Continued From Page 1

awk
awk is way fun. awk lets you pluck things out of lines of text according to their position. This example sorts out the human users from Linux system users, assuming you have stuck to a sensible user numbering scheme:

$  awk -F: '$3 > 999 { print $0}' /etc/passwd
nobody:x:65534:65534:nobody:/nonexistent:/bin/sh
carla:x:1000:1000:carla schroder,,,:/home/carla:/bin/bash
dawns:x:1002:1002:Dawn Marie Schroder,,,,foo:/home/dawns:
nikitah:x:1003:1003:Nikita Horse,,123-4567,equine:/home/nikitah:
rubst:x:1004:1004:Rubs The Cat,101,,234-5678,,test test:/home/rubst:

How does awk know what the delimiter is? You tell it with the -F flag, which selects the colon as the delimiter in this example. $3 means "the third field."

On a Debian system, human users start at UID 1000. On Red Hat and SuSE, they start at 500. You can select subsets easily enough:

$ awk -F: '($3 >= 1000) &&($3 <=1050)  { print $0}' /etc/passwd

OK, but suppose all you really want are the logins. This is an awk specialty; change print $0, which means "print the whole line," to print $1:

$ awk -F: '$3 > 999 { print $1}' /etc/passwd nobody carla dawns nikitah rubst

Well that's all very nice and everything, but they're in UID order. What if you want them in alphabetical order?

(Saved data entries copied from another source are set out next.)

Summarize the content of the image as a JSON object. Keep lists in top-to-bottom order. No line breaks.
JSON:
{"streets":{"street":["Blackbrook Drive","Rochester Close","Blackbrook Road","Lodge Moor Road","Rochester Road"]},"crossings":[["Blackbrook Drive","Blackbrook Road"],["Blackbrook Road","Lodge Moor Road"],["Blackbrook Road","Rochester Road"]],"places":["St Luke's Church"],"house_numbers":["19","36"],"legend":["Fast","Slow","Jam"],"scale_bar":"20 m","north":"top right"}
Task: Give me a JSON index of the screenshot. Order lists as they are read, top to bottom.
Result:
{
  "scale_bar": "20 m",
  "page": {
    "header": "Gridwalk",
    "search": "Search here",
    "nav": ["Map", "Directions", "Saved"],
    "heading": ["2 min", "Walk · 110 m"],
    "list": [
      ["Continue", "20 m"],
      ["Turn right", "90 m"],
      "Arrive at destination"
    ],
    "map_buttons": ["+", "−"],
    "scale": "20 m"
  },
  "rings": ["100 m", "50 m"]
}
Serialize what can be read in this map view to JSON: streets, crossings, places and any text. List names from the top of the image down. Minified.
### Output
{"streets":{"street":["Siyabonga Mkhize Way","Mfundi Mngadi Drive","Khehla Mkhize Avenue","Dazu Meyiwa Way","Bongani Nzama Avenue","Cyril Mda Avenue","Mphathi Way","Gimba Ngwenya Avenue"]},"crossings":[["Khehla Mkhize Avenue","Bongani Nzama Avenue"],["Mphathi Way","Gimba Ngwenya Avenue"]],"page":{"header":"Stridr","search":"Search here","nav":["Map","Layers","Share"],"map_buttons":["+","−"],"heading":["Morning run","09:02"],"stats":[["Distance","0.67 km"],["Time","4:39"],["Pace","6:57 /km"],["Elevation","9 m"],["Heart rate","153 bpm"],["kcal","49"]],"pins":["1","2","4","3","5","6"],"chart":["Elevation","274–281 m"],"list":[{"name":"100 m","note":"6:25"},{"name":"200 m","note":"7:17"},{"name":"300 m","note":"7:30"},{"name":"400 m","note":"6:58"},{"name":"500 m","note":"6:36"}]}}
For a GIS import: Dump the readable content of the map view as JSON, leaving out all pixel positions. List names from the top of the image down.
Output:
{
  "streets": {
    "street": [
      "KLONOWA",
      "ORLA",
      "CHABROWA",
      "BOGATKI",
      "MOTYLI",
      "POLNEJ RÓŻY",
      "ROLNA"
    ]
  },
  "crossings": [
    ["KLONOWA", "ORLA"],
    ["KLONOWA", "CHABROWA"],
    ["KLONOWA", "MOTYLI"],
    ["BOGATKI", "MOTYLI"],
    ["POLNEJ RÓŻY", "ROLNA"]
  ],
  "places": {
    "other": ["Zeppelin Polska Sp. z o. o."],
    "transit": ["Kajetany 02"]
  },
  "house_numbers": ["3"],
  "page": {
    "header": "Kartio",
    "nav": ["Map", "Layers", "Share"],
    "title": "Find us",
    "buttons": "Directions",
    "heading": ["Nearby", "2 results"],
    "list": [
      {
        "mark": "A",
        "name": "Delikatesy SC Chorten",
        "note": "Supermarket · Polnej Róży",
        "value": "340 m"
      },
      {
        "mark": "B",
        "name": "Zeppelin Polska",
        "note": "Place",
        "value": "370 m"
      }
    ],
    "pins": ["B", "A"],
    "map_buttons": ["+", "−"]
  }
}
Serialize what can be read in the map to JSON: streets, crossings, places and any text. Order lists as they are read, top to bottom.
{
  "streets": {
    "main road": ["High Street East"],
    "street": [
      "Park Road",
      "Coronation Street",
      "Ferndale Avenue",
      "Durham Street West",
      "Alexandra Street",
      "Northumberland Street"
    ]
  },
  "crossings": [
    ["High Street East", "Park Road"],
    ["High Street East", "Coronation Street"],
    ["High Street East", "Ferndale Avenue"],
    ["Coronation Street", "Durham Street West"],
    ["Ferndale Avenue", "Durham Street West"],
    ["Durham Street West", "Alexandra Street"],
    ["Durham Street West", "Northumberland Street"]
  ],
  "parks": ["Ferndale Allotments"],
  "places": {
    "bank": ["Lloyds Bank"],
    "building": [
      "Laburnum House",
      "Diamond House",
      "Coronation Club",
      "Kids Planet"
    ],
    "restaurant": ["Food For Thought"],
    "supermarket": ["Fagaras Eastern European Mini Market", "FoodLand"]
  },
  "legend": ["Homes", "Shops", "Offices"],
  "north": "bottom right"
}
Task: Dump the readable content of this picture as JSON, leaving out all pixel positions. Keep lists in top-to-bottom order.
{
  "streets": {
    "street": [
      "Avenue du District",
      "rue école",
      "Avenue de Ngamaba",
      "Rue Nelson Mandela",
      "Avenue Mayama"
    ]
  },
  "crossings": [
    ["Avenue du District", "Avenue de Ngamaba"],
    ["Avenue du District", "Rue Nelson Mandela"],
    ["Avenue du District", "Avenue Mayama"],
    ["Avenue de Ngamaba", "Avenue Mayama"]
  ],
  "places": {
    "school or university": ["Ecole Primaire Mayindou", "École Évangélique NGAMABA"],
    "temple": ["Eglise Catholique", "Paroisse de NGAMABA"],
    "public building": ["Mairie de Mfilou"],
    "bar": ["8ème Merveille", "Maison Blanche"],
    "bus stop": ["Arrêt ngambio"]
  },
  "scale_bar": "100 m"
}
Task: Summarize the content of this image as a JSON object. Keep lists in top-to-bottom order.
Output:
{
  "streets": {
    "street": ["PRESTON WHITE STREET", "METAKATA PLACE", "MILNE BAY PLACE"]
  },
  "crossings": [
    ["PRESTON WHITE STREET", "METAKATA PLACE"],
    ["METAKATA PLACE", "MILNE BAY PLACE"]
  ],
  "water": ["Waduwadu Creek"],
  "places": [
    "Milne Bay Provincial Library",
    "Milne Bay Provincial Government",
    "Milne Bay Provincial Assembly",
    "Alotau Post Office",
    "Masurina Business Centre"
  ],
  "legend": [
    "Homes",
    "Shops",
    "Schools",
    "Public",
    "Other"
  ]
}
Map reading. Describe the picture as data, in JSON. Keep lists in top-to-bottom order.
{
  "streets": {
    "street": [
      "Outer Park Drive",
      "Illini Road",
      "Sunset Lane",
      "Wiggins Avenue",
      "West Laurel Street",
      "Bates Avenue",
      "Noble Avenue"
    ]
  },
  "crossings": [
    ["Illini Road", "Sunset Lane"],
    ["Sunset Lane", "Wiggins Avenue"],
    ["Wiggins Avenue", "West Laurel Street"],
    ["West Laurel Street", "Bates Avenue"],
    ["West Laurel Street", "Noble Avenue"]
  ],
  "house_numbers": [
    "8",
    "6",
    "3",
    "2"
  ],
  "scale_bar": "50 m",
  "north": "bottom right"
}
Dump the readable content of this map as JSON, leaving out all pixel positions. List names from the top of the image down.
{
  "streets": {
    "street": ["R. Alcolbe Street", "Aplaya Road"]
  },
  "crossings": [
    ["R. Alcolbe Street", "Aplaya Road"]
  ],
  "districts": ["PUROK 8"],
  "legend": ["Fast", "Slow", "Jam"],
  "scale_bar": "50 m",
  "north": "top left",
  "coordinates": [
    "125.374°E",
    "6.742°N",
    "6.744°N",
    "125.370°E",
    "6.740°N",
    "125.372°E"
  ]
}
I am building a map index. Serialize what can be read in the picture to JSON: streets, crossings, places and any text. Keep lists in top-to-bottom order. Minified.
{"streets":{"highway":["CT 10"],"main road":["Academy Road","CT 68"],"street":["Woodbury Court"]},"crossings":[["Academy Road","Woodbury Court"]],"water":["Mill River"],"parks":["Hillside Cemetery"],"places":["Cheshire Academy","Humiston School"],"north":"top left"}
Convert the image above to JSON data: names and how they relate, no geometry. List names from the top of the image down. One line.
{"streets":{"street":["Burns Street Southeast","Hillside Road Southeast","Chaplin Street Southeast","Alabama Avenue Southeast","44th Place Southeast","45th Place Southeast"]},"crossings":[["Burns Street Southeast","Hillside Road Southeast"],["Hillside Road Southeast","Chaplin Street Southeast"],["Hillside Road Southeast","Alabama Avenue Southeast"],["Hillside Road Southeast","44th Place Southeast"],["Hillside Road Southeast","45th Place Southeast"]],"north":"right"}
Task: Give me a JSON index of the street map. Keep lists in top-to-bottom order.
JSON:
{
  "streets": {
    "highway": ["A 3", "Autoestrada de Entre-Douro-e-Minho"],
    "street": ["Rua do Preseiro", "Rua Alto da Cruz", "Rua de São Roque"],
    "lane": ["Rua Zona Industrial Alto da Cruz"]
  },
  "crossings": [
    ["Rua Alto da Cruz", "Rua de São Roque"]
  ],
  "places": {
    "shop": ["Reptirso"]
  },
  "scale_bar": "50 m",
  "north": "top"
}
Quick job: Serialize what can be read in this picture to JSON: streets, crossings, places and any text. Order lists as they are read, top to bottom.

Easy. Throw sort into the fray:

$ awk -F: '($3 >= 1000) &&($3 <=1050) { print $1}' /etc/passwd | sort

And they will be listed alphabetically. You can do all sorts of things with this, like copy and paste mass users into groups, check for duplicate logins, and generate an index of users.

sort has its own flag for sending the output to a file, don't use a pipe or a redirect, because they won't work. Use sort's -o option to name the output file:

$ awk -F: '($3 >= 1000) &&($3 <=1050)  { print $1}' /etc/passwd | sort -o list1.txt

Now suppose you have the ever-so-fun chore of merging lists of logins from two different systems. sort can do this too. Take your two files containing the logins, which are already sorted, and do this:

$ sort -um list1 list2 -o merged_list

-u checks for duplicates; if it finds any, it only prints one of them. -m means merge.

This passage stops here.